Several studies in the literature were conducted to detect K-complexes. The pioneering study of Bremer et al. [9] developed a real-time hardware-based automatic K-complex detection system, which can also work offline. However, topical detection methods provide software-based solutions. The majority of these methods are based on signal processing techniques to transform the EEG signal into a more usable form (e.g., segmentation) and extract distinctive features of the K-complexes that can be fed to AI-based classifiers. For example, Noori et al. [10] used chaotic features and the modified extreme learning machine-generalized radial basis function (MELM-GRBF) classifier. Dumitrescu et al. [11] aimed at improving the computation time and detection accuracy using Cohen class recursiveness and reallocation in conjunction with deep learning. Several studies were conducted by Al-Salman et al. [12,13,14] in which they experimented with several feature extraction techniques for K-complex detection (i.e., multi-domain feature extraction and fractal dimension of time frequency images) in conjunction with a number of classification algorithms (i.e., K-means, least square support vector machine, and Naïve Bayes). Consequently, Kantar and Erdmar [15] used the same procedure. They extracted three features from the EEG records and used support vector machine classifier. Yucelbas et al. [16] investigated the use of the time-frequency analysis of the EEG recordings to detect K-complexes. They used three different time-frequency analysis methods: singular value decomposition, discrete wavelet transform, and variational mode decomposition. Several other works were also conducted in the literature [17,18,19,20,21,22,23,24,25,26].

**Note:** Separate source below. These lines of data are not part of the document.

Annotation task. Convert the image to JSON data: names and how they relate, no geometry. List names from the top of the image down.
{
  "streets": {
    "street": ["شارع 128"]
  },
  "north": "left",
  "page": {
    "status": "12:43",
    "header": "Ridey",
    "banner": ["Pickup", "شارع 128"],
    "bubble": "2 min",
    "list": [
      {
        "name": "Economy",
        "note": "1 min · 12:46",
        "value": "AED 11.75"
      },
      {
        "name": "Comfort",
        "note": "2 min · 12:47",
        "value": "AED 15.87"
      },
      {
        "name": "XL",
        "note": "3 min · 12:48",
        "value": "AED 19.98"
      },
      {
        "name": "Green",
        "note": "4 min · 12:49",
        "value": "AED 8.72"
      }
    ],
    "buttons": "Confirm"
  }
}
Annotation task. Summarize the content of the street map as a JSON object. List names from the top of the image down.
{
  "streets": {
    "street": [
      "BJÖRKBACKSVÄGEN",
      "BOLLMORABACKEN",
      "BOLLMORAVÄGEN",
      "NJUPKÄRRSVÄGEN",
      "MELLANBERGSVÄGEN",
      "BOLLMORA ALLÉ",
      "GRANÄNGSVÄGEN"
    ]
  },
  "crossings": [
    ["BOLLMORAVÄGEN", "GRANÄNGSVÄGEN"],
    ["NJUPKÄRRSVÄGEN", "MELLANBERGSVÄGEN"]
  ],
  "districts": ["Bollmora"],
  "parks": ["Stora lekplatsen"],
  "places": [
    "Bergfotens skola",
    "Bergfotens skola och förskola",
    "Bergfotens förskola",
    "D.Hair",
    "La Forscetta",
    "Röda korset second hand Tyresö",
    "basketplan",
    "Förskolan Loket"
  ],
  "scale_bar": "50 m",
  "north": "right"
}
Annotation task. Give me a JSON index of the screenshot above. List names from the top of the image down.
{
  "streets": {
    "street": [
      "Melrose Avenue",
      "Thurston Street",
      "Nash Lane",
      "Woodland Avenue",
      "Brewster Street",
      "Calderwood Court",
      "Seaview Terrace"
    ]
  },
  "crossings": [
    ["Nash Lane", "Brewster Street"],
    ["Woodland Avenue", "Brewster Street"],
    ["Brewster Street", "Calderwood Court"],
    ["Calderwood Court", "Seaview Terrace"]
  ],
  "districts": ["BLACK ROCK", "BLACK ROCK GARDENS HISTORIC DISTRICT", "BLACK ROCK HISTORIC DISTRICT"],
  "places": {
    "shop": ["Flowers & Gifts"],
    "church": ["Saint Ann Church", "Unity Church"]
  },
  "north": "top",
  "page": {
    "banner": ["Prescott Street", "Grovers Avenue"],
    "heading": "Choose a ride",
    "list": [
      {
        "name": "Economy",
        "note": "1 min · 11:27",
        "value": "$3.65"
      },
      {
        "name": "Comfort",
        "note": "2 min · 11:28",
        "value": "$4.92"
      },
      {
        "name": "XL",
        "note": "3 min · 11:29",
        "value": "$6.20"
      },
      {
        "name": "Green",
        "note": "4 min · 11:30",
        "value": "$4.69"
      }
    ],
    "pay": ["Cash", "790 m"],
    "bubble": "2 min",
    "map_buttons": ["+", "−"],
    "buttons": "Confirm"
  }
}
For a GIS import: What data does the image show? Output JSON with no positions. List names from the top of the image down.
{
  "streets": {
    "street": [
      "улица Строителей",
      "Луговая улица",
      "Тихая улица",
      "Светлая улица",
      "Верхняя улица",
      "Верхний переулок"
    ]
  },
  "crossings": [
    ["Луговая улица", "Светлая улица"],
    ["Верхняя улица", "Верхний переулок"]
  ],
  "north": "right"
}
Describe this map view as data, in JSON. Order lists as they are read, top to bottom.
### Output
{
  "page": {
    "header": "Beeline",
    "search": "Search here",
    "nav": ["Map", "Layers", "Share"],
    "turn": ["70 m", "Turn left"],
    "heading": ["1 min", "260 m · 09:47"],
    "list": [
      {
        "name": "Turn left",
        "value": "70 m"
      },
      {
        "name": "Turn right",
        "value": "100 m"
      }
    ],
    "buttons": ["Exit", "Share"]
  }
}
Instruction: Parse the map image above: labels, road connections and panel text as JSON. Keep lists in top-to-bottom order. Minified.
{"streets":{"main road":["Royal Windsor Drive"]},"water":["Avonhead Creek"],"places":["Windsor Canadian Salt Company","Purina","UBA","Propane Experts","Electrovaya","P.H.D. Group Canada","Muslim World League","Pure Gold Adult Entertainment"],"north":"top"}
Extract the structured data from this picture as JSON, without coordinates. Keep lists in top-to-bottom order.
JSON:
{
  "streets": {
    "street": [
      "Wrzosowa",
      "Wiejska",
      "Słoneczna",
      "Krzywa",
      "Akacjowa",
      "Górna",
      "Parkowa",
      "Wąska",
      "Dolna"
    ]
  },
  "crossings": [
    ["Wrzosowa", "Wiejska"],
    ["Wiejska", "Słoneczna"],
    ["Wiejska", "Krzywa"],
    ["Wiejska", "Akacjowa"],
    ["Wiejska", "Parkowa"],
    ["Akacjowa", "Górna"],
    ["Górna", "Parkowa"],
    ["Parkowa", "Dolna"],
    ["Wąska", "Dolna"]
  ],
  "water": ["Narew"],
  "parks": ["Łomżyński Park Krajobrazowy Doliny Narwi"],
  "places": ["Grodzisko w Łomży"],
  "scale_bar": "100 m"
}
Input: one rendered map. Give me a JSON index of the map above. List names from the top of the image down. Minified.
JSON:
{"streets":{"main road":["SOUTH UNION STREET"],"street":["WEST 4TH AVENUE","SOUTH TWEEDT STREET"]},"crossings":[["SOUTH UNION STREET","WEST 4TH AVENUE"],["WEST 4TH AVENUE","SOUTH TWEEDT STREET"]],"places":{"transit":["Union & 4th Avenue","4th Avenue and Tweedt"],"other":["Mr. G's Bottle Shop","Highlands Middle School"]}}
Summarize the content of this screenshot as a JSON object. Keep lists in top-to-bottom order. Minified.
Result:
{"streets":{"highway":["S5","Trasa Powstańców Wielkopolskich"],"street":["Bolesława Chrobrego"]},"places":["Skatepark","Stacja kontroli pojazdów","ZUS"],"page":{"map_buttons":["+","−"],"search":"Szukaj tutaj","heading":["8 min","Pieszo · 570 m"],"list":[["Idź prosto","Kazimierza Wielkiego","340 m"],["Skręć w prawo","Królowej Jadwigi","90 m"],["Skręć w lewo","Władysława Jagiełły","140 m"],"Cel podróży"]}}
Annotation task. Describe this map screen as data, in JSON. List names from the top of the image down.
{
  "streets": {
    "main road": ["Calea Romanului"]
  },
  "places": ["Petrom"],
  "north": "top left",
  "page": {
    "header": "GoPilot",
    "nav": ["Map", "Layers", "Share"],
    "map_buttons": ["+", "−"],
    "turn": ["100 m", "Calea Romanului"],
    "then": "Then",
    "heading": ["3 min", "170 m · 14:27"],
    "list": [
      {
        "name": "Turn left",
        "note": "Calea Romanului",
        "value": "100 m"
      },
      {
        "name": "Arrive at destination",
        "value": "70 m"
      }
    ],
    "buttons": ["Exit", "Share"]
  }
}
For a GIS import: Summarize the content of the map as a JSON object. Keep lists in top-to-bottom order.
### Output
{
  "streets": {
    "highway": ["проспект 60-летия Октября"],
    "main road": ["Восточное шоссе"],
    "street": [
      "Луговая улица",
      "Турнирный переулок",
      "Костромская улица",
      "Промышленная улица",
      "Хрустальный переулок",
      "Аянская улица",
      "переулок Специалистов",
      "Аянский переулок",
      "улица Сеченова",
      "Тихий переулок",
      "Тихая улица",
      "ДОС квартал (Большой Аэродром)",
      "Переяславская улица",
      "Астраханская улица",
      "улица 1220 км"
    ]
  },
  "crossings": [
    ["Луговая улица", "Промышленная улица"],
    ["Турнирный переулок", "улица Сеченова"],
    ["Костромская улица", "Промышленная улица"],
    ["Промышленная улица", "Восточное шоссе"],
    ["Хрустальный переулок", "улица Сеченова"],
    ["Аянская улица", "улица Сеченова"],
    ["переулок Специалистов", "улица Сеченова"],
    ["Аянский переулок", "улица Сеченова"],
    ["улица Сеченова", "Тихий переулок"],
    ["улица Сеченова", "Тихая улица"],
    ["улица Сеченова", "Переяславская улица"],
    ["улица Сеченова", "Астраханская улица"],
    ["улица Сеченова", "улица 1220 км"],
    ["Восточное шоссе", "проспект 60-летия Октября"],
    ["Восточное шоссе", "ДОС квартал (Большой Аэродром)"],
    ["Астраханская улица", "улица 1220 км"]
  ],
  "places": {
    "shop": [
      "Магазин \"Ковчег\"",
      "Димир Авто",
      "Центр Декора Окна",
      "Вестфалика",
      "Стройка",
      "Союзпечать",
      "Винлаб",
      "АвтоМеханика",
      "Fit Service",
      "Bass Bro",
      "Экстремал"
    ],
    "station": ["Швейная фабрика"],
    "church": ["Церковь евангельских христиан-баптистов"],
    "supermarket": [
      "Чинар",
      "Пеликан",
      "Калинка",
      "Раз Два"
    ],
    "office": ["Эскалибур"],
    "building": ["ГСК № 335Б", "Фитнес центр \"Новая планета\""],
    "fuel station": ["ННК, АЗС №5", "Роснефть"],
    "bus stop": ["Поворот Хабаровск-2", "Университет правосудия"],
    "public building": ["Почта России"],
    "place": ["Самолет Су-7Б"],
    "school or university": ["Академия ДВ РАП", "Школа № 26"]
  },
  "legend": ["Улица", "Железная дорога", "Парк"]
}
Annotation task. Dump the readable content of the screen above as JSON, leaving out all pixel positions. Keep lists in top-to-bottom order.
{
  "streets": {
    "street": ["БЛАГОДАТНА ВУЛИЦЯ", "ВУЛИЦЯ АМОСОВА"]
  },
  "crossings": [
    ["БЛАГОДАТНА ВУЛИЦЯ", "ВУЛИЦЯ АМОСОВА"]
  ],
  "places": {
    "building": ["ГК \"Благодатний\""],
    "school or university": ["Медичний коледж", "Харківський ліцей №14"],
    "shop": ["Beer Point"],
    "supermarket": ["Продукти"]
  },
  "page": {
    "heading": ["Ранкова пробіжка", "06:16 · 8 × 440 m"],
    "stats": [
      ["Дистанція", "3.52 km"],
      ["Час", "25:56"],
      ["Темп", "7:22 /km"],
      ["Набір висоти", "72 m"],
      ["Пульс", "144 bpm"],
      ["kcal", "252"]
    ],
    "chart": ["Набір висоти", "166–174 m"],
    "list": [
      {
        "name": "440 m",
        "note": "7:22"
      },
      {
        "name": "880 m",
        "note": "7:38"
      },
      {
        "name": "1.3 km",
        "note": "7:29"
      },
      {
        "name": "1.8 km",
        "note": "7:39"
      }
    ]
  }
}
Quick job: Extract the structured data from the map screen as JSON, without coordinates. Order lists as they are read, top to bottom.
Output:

The goal of this work was to get rid of the signal processing steps, explicit feature extraction, and transformations (e.g., spectrograms) along with their companion overhead, inaccuracies, and implementation difficulties. This was accomplished by using deep transfer learning artificial intelligence (AI) algorithms and object detection techniques. The approach we follow is different in that we treat the EEG signal visually as a series of waveform images. These images form the input to a deep learning feature extraction model that feeds an object (i.e., the K-complex) detector, which in turn determines the location of the K-complex via a bounding box overlayed on the waveform.
The remainder of this paper is organized as follows: The materials and methods section explains in detail the dataset and EEG signal images, object detection models, experimental setup, and performance evaluation metrics. Afterwards, The results are presented and discussed. We summarize our findings and limitations, and recommend future works in the conclusion section.
Materials and methods
The K-complex detection system developed in this work targets the visual detection of K-complexes in EEG waveforms using computer vision techniques in the form of the Faster R-CNN algorithm and deep transfer learning. Thus, building such model relies upon the availability of EEG waveform images and the corresponding K-complex locations. Given a set of EEG recordings and their K-complex scoring (i.e., start and end times of the K-complex), individual images were generated along with separate text files containing the information about the location of the K-complex (i.e., a bounding box expressed as [x, y, width, height] with the x–y coordinates representing the bottom left corner). Two strategies were used to generate the images: (1) One K-complex per image with no repetition of the K-complex. (2) A particular K-complex appear in multiple images by shifting the signal and capturing the image.
The Faster-RCNN object detection algorithm uses the features supplied by a deep neural network backbone, which was implemented using convolutional neural networks (CNNs) and transfer learning. Faster-RCNN taps into one of the feature layers in the CNN model, and uses the output of this layer as features to estimate the location of the bounding boxes with the best overlap in comparison to the ground truth annotated by the experts. Several CNN models can be used, and for each model many options are available for the choice of the feature layer. Four feature extraction CNN models were evaluated in this work.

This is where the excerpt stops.